== DATA FOR THIS EXERCISE ==

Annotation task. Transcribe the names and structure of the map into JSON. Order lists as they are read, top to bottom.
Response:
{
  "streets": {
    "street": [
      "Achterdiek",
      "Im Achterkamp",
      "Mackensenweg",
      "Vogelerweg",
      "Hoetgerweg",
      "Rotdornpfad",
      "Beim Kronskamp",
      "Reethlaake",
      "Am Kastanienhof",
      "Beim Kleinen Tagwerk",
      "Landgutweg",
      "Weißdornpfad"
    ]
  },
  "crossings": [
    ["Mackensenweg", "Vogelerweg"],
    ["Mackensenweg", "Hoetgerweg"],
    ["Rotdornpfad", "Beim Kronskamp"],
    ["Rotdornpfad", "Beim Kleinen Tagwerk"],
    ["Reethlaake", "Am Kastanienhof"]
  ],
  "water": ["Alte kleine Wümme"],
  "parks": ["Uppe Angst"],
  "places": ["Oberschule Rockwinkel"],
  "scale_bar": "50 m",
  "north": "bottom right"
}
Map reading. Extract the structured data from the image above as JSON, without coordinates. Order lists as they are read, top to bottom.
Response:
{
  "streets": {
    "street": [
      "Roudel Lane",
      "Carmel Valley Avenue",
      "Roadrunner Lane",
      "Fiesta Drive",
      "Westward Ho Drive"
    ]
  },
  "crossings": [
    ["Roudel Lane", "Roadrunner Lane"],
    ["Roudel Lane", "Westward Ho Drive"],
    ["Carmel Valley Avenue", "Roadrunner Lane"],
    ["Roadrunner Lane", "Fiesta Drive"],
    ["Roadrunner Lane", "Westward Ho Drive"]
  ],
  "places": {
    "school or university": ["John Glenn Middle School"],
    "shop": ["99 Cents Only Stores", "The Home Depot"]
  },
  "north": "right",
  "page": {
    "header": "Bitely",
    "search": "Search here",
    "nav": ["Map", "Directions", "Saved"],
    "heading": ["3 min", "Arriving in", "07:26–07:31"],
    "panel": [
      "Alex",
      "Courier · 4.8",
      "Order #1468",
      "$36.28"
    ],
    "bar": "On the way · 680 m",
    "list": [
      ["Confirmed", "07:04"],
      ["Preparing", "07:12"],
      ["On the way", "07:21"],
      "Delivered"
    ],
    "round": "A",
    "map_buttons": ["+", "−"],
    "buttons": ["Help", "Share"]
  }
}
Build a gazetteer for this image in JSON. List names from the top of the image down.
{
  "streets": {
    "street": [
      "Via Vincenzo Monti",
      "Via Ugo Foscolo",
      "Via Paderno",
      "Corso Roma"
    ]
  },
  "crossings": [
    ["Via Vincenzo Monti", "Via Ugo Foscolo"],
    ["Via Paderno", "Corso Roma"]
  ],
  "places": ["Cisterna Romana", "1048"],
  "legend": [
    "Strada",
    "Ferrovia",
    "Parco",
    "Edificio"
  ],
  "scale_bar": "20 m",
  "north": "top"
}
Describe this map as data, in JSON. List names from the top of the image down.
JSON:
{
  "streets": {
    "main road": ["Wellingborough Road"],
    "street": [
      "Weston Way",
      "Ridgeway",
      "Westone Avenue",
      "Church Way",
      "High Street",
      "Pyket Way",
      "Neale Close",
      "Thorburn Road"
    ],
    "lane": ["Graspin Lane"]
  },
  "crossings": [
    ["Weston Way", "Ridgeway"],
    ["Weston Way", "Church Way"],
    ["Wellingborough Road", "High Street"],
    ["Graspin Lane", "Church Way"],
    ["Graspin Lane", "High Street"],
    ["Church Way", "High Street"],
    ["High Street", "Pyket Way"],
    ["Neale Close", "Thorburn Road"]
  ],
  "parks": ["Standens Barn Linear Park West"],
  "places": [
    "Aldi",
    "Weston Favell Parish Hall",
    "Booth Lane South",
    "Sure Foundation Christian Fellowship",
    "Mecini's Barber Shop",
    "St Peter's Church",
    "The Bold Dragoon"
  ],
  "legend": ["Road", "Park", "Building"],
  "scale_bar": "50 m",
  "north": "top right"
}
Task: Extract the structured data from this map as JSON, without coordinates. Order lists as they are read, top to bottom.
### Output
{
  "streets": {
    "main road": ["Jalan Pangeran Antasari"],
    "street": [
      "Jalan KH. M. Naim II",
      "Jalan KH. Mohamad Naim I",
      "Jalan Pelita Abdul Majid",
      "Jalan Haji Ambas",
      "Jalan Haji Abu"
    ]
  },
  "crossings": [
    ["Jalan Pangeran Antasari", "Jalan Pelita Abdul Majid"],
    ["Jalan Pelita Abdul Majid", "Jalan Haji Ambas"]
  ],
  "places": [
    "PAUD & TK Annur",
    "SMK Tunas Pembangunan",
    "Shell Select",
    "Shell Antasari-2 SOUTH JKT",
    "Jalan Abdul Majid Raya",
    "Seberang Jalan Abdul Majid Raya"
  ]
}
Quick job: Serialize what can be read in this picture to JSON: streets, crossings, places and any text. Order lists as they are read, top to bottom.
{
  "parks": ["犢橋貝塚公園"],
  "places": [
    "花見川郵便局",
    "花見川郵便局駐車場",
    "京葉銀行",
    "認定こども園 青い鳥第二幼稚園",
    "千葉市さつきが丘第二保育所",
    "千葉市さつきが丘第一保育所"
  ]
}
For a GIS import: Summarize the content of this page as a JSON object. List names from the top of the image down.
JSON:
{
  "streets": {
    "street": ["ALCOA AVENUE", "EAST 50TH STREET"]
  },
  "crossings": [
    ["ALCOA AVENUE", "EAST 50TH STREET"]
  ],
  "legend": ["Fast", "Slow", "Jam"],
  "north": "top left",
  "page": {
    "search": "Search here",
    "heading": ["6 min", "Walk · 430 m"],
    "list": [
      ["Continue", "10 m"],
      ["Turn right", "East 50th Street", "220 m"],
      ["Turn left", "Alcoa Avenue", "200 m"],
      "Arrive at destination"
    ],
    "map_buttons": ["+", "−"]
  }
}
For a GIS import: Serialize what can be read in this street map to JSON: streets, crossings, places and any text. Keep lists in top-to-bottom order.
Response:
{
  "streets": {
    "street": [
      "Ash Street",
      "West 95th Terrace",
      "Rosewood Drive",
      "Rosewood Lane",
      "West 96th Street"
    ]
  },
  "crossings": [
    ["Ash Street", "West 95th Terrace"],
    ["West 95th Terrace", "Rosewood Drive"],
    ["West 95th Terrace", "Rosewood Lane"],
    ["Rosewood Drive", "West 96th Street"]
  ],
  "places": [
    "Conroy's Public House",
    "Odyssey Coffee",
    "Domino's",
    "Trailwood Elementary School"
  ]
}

===

YOUR ASSIGNMENT — Print the data in full, with each line exactly as given.

TASK OUTPUT —
Annotation task. Transcribe the names and structure of the map into JSON. Order lists as they are read, top to bottom.
Response:
{
  "streets": {
    "street": [
      "Achterdiek",
      "Im Achterkamp",
      "Mackensenweg",
      "Vogelerweg",
      "Hoetgerweg",
      "Rotdornpfad",
      "Beim Kronskamp",
      "Reethlaake",
      "Am Kastanienhof",
      "Beim Kleinen Tagwerk",
      "Landgutweg",
      "Weißdornpfad"
    ]
  },
  "crossings": [
    ["Mackensenweg", "Vogelerweg"],
    ["Mackensenweg", "Hoetgerweg"],
    ["Rotdornpfad", "Beim Kronskamp"],
    ["Rotdornpfad", "Beim Kleinen Tagwerk"],
    ["Reethlaake", "Am Kastanienhof"]
  ],
  "water": ["Alte kleine Wümme"],
  "parks": ["Uppe Angst"],
  "places": ["Oberschule Rockwinkel"],
  "scale_bar": "50 m",
  "north": "bottom right"
}
Map reading. Extract the structured data from the image above as JSON, without coordinates. Order lists as they are read, top to bottom.
Response:
{
  "streets": {
    "street": [
      "Roudel Lane",
      "Carmel Valley Avenue",
      "Roadrunner Lane",
      "Fiesta Drive",
      "Westward Ho Drive"
    ]
  },
  "crossings": [
    ["Roudel Lane", "Roadrunner Lane"],
    ["Roudel Lane", "Westward Ho Drive"],
    ["Carmel Valley Avenue", "Roadrunner Lane"],
    ["Roadrunner Lane", "Fiesta Drive"],
    ["Roadrunner Lane", "Westward Ho Drive"]
  ],
  "places": {
    "school or university": ["John Glenn Middle School"],
    "shop": ["99 Cents Only Stores", "The Home Depot"]
  },
  "north": "right",
  "page": {
    "header": "Bitely",
    "search": "Search here",
    "nav": ["Map", "Directions", "Saved"],
    "heading": ["3 min", "Arriving in", "07:26–07:31"],
    "panel": [
      "Alex",
      "Courier · 4.8",
      "Order #1468",
      "$36.28"
    ],
    "bar": "On the way · 680 m",
    "list": [
      ["Confirmed", "07:04"],
      ["Preparing", "07:12"],
      ["On the way", "07:21"],
      "Delivered"
    ],
    "round": "A",
    "map_buttons": ["+", "−"],
    "buttons": ["Help", "Share"]
  }
}
Build a gazetteer for this image in JSON. List names from the top of the image down.
{
  "streets": {
    "street": [
      "Via Vincenzo Monti",
      "Via Ugo Foscolo",
      "Via Paderno",
      "Corso Roma"
    ]
  },
  "crossings": [
    ["Via Vincenzo Monti", "Via Ugo Foscolo"],
    ["Via Paderno", "Corso Roma"]
  ],
  "places": ["Cisterna Romana", "1048"],
  "legend": [
    "Strada",
    "Ferrovia",
    "Parco",
    "Edificio"
  ],
  "scale_bar": "20 m",
  "north": "top"
}
Describe this map as data, in JSON. List names from the top of the image down.
JSON:
{
  "streets": {
    "main road": ["Wellingborough Road"],
    "street": [
      "Weston Way",
      "Ridgeway",
      "Westone Avenue",
      "Church Way",
      "High Street",
      "Pyket Way",
      "Neale Close",
      "Thorburn Road"
    ],
    "lane": ["Graspin Lane"]
  },
  "crossings": [
    ["Weston Way", "Ridgeway"],
    ["Weston Way", "Church Way"],
    ["Wellingborough Road", "High Street"],
    ["Graspin Lane", "Church Way"],
    ["Graspin Lane", "High Street"],
    ["Church Way", "High Street"],
    ["High Street", "Pyket Way"],
    ["Neale Close", "Thorburn Road"]
  ],
  "parks": ["Standens Barn Linear Park West"],
  "places": [
    "Aldi",
    "Weston Favell Parish Hall",
    "Booth Lane South",
    "Sure Foundation Christian Fellowship",
    "Mecini's Barber Shop",
    "St Peter's Church",
    "The Bold Dragoon"
  ],
  "legend": ["Road", "Park", "Building"],
  "scale_bar": "50 m",
  "north": "top right"
}
Task: Extract the structured data from this map as JSON, without coordinates. Order lists as they are read, top to bottom.
### Output
{
  "streets": {
    "main road": ["Jalan Pangeran Antasari"],
    "street": [
      "Jalan KH. M. Naim II",
      "Jalan KH. Mohamad Naim I",
      "Jalan Pelita Abdul Majid",
      "Jalan Haji Ambas",
      "Jalan Haji Abu"
    ]
  },
  "crossings": [
    ["Jalan Pangeran Antasari", "Jalan Pelita Abdul Majid"],
    ["Jalan Pelita Abdul Majid", "Jalan Haji Ambas"]
  ],
  "places": [
    "PAUD & TK Annur",
    "SMK Tunas Pembangunan",
    "Shell Select",
    "Shell Antasari-2 SOUTH JKT",
    "Jalan Abdul Majid Raya",
    "Seberang Jalan Abdul Majid Raya"
  ]
}
Quick job: Serialize what can be read in this picture to JSON: streets, crossings, places and any text. Order lists as they are read, top to bottom.
{
  "parks": ["犢橋貝塚公園"],
  "places": [
    "花見川郵便局",
    "花見川郵便局駐車場",
    "京葉銀行",
    "認定こども園 青い鳥第二幼稚園",
    "千葉市さつきが丘第二保育所",
    "千葉市さつきが丘第一保育所"
  ]
}
For a GIS import: Summarize the content of this page as a JSON object. List names from the top of the image down.
JSON:
{
  "streets": {
    "street": ["ALCOA AVENUE", "EAST 50TH STREET"]
  },
  "crossings": [
    ["ALCOA AVENUE", "EAST 50TH STREET"]
  ],
  "legend": ["Fast", "Slow", "Jam"],
  "north": "top left",
  "page": {
    "search": "Search here",
    "heading": ["6 min", "Walk · 430 m"],
    "list": [
      ["Continue", "10 m"],
      ["Turn right", "East 50th Street", "220 m"],
      ["Turn left", "Alcoa Avenue", "200 m"],
      "Arrive at destination"
    ],
    "map_buttons": ["+", "−"]
  }
}
For a GIS import: Serialize what can be read in this street map to JSON: streets, crossings, places and any text. Keep lists in top-to-bottom order.
Response:
{
  "streets": {
    "street": [
      "Ash Street",
      "West 95th Terrace",
      "Rosewood Drive",
      "Rosewood Lane",
      "West 96th Street"
    ]
  },
  "crossings": [
    ["Ash Street", "West 95th Terrace"],
    ["West 95th Terrace", "Rosewood Drive"],
    ["West 95th Terrace", "Rosewood Lane"],
    ["Rosewood Drive", "West 96th Street"]
  ],
  "places": [
    "Conroy's Public House",
    "Odyssey Coffee",
    "Domino's",
    "Trailwood Elementary School"
  ]
}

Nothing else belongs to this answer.